● **TASK REQUIREMENTS**: State how many lines of the records contain the string "column", and give no other information.

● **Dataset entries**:
+-------+

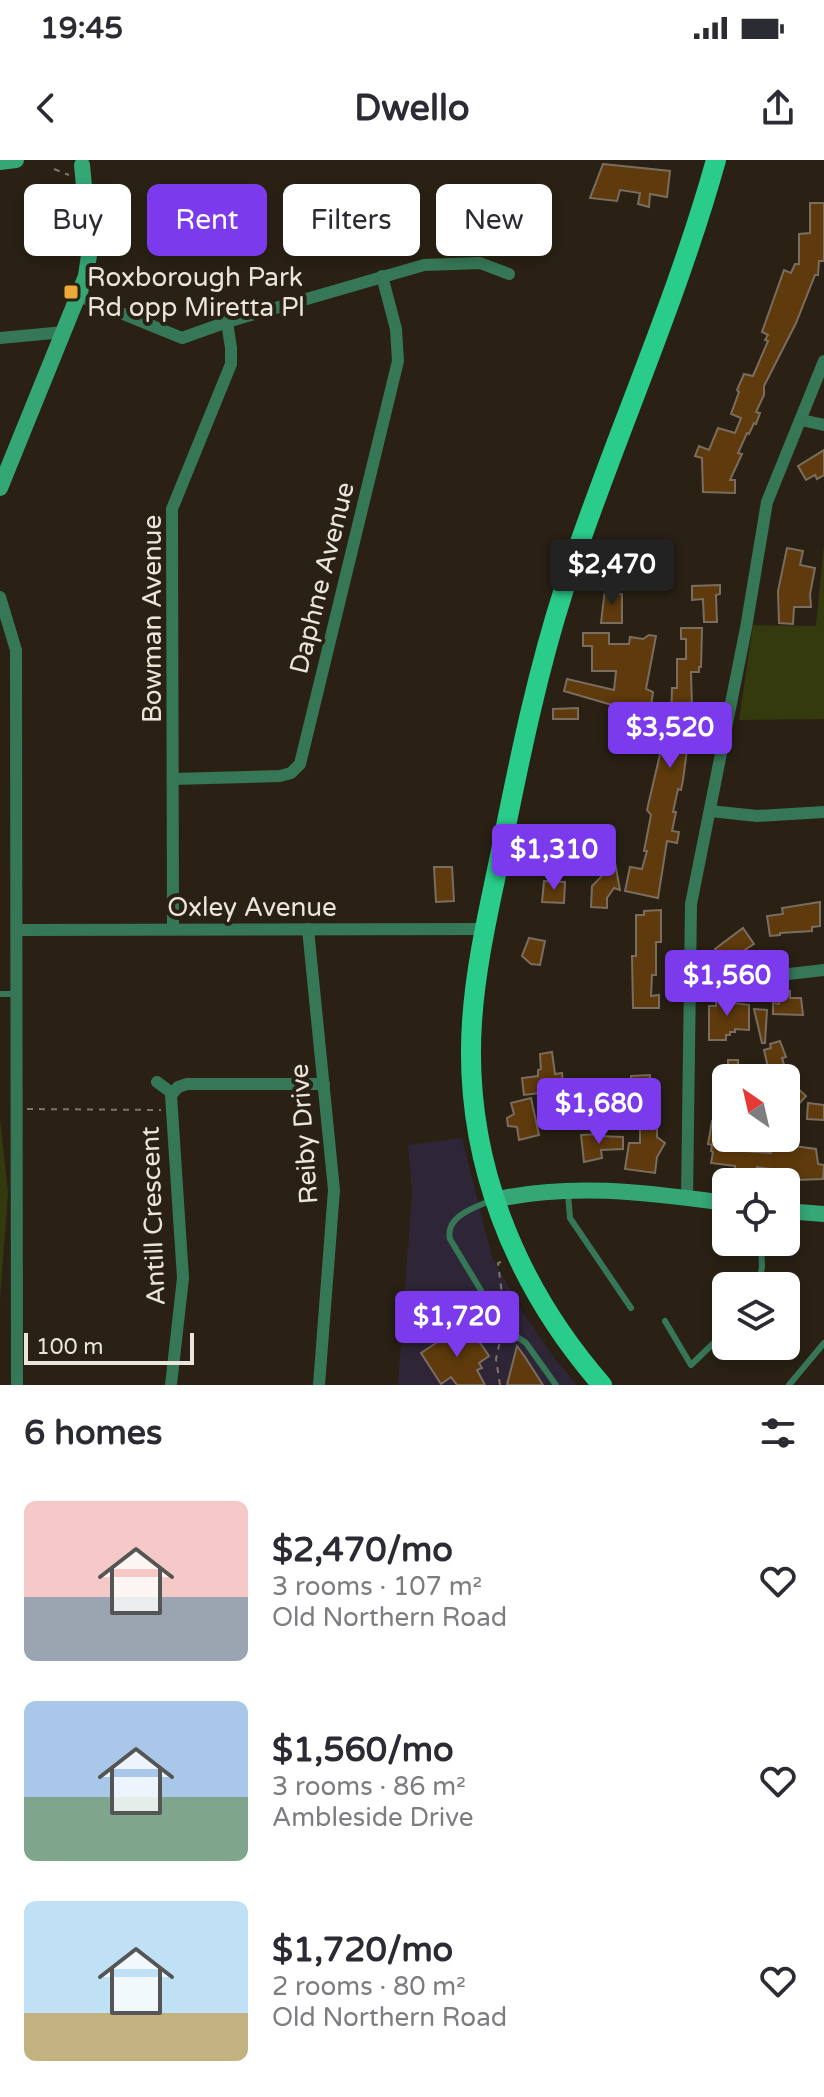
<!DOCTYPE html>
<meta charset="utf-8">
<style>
:root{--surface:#fff;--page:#f7f7f7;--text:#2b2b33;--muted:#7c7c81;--accent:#7c3aed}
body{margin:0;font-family:"Varela Round",sans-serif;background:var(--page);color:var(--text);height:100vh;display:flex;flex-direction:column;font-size:30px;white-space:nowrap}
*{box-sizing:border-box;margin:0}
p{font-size:26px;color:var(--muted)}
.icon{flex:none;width:44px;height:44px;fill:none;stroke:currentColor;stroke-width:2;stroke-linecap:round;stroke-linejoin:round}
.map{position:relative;height:1225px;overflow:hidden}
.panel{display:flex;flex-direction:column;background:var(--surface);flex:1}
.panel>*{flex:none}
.hud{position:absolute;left:24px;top:24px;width:776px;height:72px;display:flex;gap:16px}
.needle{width:52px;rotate:326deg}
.fabs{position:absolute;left:712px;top:904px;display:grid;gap:16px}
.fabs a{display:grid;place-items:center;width:88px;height:88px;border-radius:12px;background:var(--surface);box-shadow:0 4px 12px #0003;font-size:40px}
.scale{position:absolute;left:24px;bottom:20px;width:170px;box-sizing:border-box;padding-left:8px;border:4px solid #eae5dc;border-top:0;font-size:22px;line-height:28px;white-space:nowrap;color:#eae5dc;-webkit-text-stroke:6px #2a2114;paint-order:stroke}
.price{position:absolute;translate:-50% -68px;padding:0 18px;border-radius:8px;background:var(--accent);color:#fff;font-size:26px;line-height:52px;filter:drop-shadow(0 2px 4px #0008)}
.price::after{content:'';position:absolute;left:50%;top:48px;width:24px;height:18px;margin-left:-12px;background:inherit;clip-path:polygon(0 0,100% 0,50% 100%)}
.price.selected{background:#222;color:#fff}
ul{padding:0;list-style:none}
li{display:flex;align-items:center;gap:24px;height:200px;padding:0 24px}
li span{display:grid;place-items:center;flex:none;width:224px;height:160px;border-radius:12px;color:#555}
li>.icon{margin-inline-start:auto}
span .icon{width:96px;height:96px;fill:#fffc;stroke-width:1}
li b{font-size:34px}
h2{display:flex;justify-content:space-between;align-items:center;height:96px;padding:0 24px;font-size:34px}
.chip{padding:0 28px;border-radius:12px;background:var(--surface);box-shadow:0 4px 12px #0003;font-size:28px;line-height:72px}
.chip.selected{background:var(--accent);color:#fff}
.status{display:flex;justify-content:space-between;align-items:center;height:56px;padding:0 40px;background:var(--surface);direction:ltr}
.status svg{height:22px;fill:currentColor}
header{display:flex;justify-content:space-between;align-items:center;height:104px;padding:0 24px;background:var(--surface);font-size:36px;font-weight:700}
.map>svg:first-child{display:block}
</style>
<div class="status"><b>19:45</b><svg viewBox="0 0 49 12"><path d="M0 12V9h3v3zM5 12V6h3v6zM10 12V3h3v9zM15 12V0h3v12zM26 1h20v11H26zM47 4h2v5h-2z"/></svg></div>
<header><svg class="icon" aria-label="back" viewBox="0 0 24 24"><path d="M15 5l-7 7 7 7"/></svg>Dwello<svg class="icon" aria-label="share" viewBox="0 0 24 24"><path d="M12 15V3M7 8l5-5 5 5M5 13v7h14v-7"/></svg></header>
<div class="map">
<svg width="824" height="1225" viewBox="0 0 824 1225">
<rect width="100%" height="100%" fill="#2a2114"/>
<path fill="#2e2636" d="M462 978 492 1097 522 1151 555 1199 577 1225H398L412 1032 408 985Z"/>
<g fill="#34390e">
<path d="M824 384V559L739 560 753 465 816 466Z"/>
<path d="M0 958 8 1033 0 1140Z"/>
</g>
<g fill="#5e3a0c" stroke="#7a6d5f" stroke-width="2">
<path d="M603 4 670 11 667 37 650 34 649 47 638 44 640 33 620 30 617 41 590 38Z"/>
<path d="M810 43H824V101H819L818 115H815L796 163 764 226V235L756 252 760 253 756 264 754 263 749 274 747 273 738 293 742 294 730 320H735V333L703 332 702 298 695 296 699 286 709 290 718 268 735 273 741 258 731 254 739 232 737 230 744 214 753 216 768 181 765 180 768 175 762 172 784 110 791 113 795 104H799V74L810 73Z"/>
<path d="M824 290V315L817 319 815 315 806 320 798 306Z"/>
<path d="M787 388 803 391 800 405 815 408 810 434 811 447H794L793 464 779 463 778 431Z"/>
<path d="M720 425V434L716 435 717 462H704L703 439 692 440V426Z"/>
<path d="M605 429H615V434H622V463H601Z"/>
<path d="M681 468H702L701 507H699V512H691L692 548H699L700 557H696L697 580H692L693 590H687L683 620 681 630 678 629 673 652H676L672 671 679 672 677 683 667 681 658 738 625 731 630 707 642 709 647 691H644L651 655 647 650 661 590H657V561L671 560 672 528H677V499H686V479H681Z"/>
<path d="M583 473H609V484H629L630 477 643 479 649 475 656 476 646 529 653 532 649 559H621L619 547 564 531 567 519 614 530 616 511H592V486H583Z"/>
<path d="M578 548V559H553V549Z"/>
<path d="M552 671 570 672 569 678 576 679 575 699 552 697Z"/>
<path d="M614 697 620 730 614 728 607 738V748L591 747 592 726 605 713 602 699Z"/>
<path d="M434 707H452L454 741 436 742Z"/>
<path d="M544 721 565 722 564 743 542 742Z"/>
<path d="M820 742V766L812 767V771L780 773V775L770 776 767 756 783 754 782 748Z"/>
<path d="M661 750V782H656V815H652L651 836 659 835V848H633L632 796H636V755H644V751Z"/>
<path d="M743 768 754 784 729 800 727 797 723 800 715 789Z"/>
<path d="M529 778 545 781 540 805 531 804 522 796Z"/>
<path d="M779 831H790V838H801L803 855 773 854V843L779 844Z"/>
<path d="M716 835H734V843L749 845V870L735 869V872H730V875H726V880H709V846H716Z"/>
<path d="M754 849 767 850 765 883H762Z"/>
<path d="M780 881 786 897 782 898 785 908 769 912 764 890 771 888 770 884Z"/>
<path d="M552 892 555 914 562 913 563 924 556 925V931L524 935 522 918 538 916V910L541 909 540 894Z"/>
<path d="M728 900H738V906H749V918H728Z"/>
<path d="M650 915 652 950H657V977L665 983 657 997 655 1013 625 1009 629 983H640V963H626V950H630L631 916Z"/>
<path d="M786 918 806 936 796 947 786 938Z"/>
<path d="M531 938 539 975 519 980 517 967 508 966 507 958 514 954 511 943Z"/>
<path d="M808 943 824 945V960L807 959Z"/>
<path d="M712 961 724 962 722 977 731 979V990L771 993 772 988 778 989 779 984 816 989 818 1004 824 1005 823 1019 796 1020 778 1016V1010L757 1007 756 1011 735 1009V1006L711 1003 713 992 711 991 712 985 708 984Z"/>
<path d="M600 974V976L623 977V989L601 990 602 998 584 1002 581 975Z"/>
<path d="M470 1168 489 1196 479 1203 482 1208 477 1210 485 1225H457L451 1217 441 1224 421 1193 448 1175 458 1176Z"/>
<path d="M517 1186 525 1197 543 1225H507Z"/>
</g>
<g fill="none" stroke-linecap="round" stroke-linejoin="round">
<g stroke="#7e766b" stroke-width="2" stroke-dasharray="6 6" stroke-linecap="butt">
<path d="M54 9 69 15"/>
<path d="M27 949 161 950"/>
<path d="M501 1102 498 1103 504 1150"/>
<path d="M500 1225 496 1199 501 1176"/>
</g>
<g stroke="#367757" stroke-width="6">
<path d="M0 834H16"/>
<path d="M568 1034 570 1058 631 1148"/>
<path d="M490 1041C473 1048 445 1057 450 1079L503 1167 526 1183 556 1225"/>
<path d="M758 1126 762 1107 761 1082"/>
<path d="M428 1154 429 1169 484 1136"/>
<path d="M665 1161 691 1205 726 1171"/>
<path d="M789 1225 824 1183"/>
</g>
<g stroke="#367757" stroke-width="12">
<path d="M79 136 182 178 227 162 424 105 480 103 509 114"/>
<path d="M0 178 64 172"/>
<path d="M801 260 824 265"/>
<path d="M0 437 16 490 17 1225"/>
<path d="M173 619 280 616 291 613 300 604 398 201 396 169 382 116"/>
<path d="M710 651 757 656 824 652"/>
<path d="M173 769 172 349 231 204V188L227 162"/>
<path d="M308 769 334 1030 319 1225"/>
<path d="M18 770 485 769"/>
<path d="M690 825 824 810"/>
<path d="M157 922 172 933"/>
<path d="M687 1038 691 744 746 468 767 342 824 201"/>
<path d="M171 1225 183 1118 171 935 178 927 187 924H324"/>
</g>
<g stroke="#34a775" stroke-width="16">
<path d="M0 2 16 0"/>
<path d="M0 328 86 116 90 88 82 5"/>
<path d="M494 1040C571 1022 649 1033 726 1043"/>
<path d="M786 1051 824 1054"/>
</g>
<path stroke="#2acc8b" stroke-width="20" d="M602 1225C514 1124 463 997 472 862 476 799 492 737 504 676 521 592 538 510 564 429 611 285 675 147 716 0"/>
</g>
<rect fill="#eaaa39" stroke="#2a2114" stroke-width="3" x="63" y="124" width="16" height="16" rx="4"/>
<g text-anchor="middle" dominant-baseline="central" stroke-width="8" stroke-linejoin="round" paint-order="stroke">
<g font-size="26" fill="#eae5dc" stroke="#2a2114" text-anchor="start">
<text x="87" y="117">Roxborough Park<tspan x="87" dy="30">Rd opp Miretta Pl</tspan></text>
</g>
<g font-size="26" fill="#eae5dc" stroke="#2a2114">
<text transform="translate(322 418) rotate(-76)">Daphne Avenue</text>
<text transform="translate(152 459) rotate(-90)">Bowman Avenue</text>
<text x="252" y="747">Oxley Avenue</text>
<text transform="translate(304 974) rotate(-94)">Reiby Drive</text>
<text transform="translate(153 1056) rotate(-92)">Antill Crescent</text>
</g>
</g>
</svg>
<div class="fabs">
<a><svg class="needle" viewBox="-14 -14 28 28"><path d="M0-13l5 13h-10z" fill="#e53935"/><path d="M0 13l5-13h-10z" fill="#7c7c81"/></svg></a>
<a><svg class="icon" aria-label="locate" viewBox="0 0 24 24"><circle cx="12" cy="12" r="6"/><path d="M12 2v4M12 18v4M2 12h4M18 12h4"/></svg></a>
<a><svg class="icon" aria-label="layers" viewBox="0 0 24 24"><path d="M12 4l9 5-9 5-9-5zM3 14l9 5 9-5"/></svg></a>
</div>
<div class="scale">100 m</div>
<b class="price selected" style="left:612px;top:447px">$2,470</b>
<b class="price" style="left:670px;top:610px">$3,520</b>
<b class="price" style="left:554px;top:732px">$1,310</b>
<b class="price" style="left:727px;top:858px">$1,560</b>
<b class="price" style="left:599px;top:986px">$1,680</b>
<b class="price" style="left:457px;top:1199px">$1,720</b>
<div class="hud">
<a class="chip">Buy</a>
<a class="chip selected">Rent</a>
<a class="chip">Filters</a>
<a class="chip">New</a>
</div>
</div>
<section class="panel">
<h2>6 homes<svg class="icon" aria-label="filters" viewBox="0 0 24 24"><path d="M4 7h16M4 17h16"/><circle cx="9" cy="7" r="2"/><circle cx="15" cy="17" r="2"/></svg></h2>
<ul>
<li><span style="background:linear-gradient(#f6c9c9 60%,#9aa5b1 0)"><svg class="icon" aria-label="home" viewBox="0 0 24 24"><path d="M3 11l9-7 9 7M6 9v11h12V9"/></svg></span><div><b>$2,470/mo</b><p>3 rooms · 107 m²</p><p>Old Northern Road</p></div><svg class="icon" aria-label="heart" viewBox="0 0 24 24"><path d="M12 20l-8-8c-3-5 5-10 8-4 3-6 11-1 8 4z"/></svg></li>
<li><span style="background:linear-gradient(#a9c7e8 60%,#7fa58c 0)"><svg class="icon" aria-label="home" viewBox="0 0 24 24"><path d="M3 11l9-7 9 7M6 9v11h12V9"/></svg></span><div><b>$1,560/mo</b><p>3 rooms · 86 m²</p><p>Ambleside Drive</p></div><svg class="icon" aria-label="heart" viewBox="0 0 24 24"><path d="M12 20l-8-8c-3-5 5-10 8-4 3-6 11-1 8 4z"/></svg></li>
<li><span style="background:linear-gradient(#bfe0f5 70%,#c2b280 0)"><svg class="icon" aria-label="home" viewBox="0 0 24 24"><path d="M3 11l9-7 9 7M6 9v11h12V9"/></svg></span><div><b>$1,720/mo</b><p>2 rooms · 80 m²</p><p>Old Northern Road</p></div><svg class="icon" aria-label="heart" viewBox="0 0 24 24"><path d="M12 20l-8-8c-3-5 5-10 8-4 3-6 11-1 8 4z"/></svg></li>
</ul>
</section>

+-------+

● **PROBLEM SOLUTION**: 2